The key concept behind “real time” is that our artificial representation of the world must be in sync with the real world, so that we can respond to events in an effective manner.

Wikipedia defines real-time business intelligence as a range from milliseconds to ≤ 5 seconds after an event has occurred, and identifies three types of latency involved:

  • Data latency - time to collect and store data
  • Analysis latency - time to process data
  • Action latency - time to act on the data (e.g., visualize or alert in observability)

For a system to qualify as real-time, the sum of all three latencies must remain within the real-time window of ≤ 5 seconds.

The Netdata Standard for Real-Time

Based on these definitions, Netdata establishes this practical taxonomy:

ClassificationTotal LatencyNetdata's Position
Real-time≤ 5 seconds✅ Netdata: 1-2 seconds total
Near real-time5-30 seconds❌ Most "modern" monitoring tools
Not real-time> 30 seconds❌ Traditional monitoring systems

Netdata is designed to keep the sum of all three latencies under 2 seconds, making it one of the few monitoring systems that qualifies as truly real-time at scale, under rigorous definitions.

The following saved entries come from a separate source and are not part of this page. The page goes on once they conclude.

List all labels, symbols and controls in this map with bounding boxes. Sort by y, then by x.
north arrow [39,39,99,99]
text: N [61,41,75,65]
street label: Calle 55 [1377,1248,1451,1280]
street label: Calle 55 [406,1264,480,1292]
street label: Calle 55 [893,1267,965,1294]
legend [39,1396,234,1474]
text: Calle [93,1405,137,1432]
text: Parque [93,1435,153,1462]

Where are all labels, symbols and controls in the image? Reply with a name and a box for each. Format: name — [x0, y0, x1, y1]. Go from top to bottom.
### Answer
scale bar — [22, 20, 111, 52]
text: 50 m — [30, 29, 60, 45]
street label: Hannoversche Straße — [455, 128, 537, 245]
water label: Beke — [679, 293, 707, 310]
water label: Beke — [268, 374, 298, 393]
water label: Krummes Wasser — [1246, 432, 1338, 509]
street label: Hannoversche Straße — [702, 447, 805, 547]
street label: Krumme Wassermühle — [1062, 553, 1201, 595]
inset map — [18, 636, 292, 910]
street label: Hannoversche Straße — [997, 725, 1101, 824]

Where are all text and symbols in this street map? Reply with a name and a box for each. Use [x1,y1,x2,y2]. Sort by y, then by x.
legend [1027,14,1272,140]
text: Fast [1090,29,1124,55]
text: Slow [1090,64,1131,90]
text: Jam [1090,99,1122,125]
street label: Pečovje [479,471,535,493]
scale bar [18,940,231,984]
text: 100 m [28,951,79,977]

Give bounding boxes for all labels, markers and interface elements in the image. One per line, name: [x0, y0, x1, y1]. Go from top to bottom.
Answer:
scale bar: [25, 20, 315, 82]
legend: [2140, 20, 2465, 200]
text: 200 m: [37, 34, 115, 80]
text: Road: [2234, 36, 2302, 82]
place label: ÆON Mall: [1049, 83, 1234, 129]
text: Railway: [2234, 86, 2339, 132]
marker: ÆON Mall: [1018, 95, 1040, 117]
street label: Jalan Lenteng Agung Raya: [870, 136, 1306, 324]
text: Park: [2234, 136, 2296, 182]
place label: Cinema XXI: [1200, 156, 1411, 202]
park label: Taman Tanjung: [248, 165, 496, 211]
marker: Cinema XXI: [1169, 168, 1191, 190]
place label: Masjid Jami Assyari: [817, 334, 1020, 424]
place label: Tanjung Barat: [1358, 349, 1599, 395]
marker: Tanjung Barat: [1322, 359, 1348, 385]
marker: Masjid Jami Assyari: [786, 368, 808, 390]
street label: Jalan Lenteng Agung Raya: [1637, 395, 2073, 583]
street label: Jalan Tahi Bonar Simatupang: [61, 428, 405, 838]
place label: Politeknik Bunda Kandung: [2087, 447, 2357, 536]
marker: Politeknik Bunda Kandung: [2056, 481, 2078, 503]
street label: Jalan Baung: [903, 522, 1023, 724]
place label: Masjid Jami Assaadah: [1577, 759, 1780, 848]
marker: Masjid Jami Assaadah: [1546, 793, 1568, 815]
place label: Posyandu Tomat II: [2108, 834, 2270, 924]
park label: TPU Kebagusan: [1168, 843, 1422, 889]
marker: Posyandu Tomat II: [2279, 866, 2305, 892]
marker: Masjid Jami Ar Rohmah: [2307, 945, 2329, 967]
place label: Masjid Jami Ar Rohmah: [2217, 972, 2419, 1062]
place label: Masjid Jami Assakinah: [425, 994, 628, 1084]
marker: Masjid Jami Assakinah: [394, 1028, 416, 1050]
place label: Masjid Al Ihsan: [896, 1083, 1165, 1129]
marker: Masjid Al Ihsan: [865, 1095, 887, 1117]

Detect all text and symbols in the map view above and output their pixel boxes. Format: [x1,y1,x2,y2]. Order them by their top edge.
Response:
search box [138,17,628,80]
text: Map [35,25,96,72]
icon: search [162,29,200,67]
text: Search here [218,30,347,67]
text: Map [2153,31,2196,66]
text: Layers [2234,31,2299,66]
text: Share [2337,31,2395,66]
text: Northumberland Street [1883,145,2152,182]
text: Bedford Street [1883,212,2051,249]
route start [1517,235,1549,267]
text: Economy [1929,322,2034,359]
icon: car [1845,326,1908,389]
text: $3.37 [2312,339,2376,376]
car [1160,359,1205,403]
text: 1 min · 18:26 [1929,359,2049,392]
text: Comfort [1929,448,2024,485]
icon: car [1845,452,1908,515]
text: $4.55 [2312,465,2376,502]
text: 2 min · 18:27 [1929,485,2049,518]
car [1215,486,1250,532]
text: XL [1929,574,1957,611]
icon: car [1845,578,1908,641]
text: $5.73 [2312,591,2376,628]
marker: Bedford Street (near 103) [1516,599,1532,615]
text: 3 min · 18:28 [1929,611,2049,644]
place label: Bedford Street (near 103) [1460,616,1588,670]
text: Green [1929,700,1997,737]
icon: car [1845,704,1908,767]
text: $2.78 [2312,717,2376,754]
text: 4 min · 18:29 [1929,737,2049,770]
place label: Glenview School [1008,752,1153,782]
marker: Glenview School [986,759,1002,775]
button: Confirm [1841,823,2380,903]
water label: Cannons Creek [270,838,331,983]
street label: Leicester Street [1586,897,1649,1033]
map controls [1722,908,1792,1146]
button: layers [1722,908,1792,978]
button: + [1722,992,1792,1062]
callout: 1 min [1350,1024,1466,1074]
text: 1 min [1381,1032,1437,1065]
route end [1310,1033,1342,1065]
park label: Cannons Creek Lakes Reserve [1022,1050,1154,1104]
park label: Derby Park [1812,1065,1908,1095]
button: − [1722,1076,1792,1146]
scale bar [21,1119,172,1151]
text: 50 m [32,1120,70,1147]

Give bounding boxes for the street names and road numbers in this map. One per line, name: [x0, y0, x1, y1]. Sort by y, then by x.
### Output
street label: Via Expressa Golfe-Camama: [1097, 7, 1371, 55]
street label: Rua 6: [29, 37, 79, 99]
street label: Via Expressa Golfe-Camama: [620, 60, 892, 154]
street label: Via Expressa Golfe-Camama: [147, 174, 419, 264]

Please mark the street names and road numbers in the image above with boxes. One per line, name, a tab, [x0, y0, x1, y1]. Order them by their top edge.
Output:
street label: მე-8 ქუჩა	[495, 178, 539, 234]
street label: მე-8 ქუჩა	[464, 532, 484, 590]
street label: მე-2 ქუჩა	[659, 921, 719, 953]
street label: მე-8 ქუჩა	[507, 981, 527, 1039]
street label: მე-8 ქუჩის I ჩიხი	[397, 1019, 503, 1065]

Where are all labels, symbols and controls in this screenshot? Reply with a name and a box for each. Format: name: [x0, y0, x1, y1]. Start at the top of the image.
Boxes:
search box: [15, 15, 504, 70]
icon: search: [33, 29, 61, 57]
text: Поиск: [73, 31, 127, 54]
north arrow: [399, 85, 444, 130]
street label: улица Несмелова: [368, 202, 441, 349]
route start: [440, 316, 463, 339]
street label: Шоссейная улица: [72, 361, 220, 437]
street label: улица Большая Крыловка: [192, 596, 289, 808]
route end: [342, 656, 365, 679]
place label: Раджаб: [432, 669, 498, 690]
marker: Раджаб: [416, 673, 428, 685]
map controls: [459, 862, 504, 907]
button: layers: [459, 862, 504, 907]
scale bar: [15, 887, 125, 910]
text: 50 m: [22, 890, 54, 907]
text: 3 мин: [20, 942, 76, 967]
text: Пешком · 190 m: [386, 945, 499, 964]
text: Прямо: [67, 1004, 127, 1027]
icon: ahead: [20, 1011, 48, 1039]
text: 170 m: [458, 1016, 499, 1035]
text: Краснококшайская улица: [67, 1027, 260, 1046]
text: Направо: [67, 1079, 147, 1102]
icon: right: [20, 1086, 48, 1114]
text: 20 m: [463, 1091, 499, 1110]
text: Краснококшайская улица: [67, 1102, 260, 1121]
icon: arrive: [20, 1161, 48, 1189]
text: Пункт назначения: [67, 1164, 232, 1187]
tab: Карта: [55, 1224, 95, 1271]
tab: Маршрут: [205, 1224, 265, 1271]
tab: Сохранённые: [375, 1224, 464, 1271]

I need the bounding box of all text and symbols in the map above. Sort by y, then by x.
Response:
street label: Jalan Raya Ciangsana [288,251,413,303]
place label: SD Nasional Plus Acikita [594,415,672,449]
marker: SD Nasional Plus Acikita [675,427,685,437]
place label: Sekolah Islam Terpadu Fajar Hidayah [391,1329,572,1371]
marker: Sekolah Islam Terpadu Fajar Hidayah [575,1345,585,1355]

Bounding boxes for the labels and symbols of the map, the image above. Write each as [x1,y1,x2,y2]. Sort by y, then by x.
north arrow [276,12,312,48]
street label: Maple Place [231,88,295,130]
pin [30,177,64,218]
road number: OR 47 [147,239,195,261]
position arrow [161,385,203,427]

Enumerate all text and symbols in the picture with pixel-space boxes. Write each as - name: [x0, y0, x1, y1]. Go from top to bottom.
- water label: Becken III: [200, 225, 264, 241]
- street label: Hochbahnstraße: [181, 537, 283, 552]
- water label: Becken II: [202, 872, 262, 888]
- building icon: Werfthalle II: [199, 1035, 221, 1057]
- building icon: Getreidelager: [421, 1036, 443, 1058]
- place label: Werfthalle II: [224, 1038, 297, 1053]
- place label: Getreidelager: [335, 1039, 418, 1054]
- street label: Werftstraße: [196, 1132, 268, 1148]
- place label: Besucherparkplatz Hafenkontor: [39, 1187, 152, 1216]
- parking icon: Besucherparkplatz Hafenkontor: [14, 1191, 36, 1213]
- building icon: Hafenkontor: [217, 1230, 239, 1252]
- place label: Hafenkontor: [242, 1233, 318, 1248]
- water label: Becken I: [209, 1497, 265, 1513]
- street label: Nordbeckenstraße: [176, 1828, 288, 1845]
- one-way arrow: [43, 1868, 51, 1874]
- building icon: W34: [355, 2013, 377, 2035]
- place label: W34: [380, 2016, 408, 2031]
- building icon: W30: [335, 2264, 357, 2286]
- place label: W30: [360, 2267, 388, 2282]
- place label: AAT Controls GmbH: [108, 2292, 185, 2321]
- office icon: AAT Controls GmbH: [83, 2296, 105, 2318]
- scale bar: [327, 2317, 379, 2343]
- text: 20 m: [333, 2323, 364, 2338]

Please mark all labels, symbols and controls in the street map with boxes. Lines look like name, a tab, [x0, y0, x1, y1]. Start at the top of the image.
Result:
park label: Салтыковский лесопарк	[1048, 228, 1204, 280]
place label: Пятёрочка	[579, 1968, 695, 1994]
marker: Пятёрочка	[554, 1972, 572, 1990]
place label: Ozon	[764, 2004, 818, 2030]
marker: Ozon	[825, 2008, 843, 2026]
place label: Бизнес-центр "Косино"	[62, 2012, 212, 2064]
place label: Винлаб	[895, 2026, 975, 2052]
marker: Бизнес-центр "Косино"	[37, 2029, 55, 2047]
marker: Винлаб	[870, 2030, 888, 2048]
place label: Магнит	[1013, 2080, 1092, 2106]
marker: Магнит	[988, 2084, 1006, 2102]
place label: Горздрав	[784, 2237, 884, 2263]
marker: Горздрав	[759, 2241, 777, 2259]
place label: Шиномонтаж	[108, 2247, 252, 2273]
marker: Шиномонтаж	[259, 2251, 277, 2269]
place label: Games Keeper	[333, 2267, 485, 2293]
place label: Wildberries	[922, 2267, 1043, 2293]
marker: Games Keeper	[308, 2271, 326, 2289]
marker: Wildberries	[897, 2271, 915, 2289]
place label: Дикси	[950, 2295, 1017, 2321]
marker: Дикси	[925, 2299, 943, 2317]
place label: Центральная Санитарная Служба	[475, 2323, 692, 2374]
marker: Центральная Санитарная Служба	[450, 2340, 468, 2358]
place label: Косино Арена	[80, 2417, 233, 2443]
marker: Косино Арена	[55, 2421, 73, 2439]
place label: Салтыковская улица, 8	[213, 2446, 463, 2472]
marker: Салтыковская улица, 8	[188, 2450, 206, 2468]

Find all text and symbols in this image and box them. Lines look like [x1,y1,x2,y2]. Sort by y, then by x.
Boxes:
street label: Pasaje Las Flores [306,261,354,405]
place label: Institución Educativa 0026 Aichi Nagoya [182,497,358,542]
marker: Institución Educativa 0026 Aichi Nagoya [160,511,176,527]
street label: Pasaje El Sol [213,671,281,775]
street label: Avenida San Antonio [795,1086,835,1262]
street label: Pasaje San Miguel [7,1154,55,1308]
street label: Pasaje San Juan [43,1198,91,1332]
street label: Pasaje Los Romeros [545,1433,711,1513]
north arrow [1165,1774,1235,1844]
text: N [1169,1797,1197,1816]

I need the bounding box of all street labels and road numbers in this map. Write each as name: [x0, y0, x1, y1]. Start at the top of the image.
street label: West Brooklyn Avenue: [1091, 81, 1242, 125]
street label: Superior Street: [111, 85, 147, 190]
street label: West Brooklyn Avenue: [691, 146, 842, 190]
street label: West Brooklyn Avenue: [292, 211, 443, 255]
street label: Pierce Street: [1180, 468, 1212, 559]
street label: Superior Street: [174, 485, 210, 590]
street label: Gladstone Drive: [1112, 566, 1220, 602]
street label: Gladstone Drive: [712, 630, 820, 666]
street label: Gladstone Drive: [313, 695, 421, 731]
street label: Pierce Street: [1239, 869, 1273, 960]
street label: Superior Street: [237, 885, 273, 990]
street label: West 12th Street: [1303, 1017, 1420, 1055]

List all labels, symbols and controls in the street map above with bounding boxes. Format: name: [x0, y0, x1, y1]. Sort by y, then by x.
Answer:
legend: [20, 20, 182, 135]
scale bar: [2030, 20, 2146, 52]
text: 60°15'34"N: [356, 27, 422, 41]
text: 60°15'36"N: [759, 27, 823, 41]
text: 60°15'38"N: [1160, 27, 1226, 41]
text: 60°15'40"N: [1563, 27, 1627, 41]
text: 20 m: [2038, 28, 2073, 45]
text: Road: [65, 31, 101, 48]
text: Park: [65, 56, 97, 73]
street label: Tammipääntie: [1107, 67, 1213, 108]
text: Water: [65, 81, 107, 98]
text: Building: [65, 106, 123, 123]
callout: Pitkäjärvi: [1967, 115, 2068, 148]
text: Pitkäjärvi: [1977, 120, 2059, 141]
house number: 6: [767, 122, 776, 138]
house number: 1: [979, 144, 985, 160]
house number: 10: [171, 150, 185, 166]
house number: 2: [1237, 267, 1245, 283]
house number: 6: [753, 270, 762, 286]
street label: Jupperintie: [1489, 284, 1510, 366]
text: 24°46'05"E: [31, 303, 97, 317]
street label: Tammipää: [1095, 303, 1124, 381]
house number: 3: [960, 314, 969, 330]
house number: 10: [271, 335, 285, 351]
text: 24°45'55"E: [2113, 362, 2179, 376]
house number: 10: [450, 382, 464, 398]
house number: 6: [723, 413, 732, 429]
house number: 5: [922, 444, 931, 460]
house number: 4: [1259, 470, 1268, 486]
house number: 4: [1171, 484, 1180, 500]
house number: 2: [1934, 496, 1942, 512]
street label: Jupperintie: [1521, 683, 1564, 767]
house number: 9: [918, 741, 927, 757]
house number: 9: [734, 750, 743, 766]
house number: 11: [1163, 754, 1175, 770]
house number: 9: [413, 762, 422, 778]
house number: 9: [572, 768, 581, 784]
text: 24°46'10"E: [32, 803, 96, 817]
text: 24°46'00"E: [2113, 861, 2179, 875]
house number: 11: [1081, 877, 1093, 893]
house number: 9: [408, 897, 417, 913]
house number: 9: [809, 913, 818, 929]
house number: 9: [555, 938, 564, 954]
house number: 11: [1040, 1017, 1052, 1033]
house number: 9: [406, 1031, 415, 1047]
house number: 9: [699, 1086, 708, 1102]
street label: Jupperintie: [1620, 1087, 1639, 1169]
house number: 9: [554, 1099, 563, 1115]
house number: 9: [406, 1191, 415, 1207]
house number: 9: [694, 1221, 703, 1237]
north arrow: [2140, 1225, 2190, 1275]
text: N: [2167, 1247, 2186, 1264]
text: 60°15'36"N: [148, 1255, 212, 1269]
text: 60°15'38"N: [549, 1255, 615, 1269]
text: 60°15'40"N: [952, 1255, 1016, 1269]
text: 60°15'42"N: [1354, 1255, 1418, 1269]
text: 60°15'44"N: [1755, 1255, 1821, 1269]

Why Real-Time Monitoring is Non-Negotiable

The Pillars of Operational Excellence

  1. Faster Mean Time to Resolution (MTTR)
    Engineers see the immediate effects of their actions. When a database is slow, they alter an index and instantly observe queries running faster and resource relief. Without real-time monitoring, this iterative troubleshooting process takes 10-30x longer.
  2. Accurate Incident Detection
    Real-time monitoring reveals the true behavior of systems. An application using 100% CPU for 2 seconds then 0% for 8 seconds is fundamentally different from one using steady 20% CPU. Averaged metrics hide critical patterns, confuse operations teams, and delay root cause identification.
  3. Preventing Cascading Failures
    Problems compound exponentially. A 3-second resource spike can trigger a 30-second cascade if not caught immediately. Real-time monitoring catches the spark before it becomes a fire.
  4. Security Threat Detection
    Modern attacks happen in seconds: port scans (2-3 seconds), crypto-miner activation (instant CPU spikes), memory scanning attempts (burst patterns). These are invisible to systems monitoring at 30-second intervals.

Use Cases That Demand Real-Time

Autoscaling Decisions

Cloud autoscalers with 30-second visibility suffer from:

  • Over-provisioning: Delayed spike detection triggers unnecessary scaling
  • Under-provisioning: Missed micro-bursts cause user-facing degradation
  • Flapping: Slow feedback loops create oscillating scale up/down cycles

With Netdata's 1-second monitoring, autoscalers see actual load patterns and make informed decisions.

Database Performance Tuning

A problematic query that runs for 3 seconds every 10 seconds shows as:

  • 30% constant load with 10-second monitoring (misleading average)
  • 100% spike pattern with Netdata (actual behavior)

DBAs using Netdata can immediately see the effects of index changes, query plan modifications, and connection pool adjustments.

Container and Kubernetes Monitoring

Container lifespans can be seconds. Pod scheduling, startup, and shutdown events often complete in under 5 seconds. Traditional monitoring completely misses these critical events. Netdata captures the full lifecycle.

Typical System Administration

Scenario 1: Disk throughput
An application performs disk reads at 500 MB/s for 5 seconds, then is idle for 10 seconds. Can the application be made faster?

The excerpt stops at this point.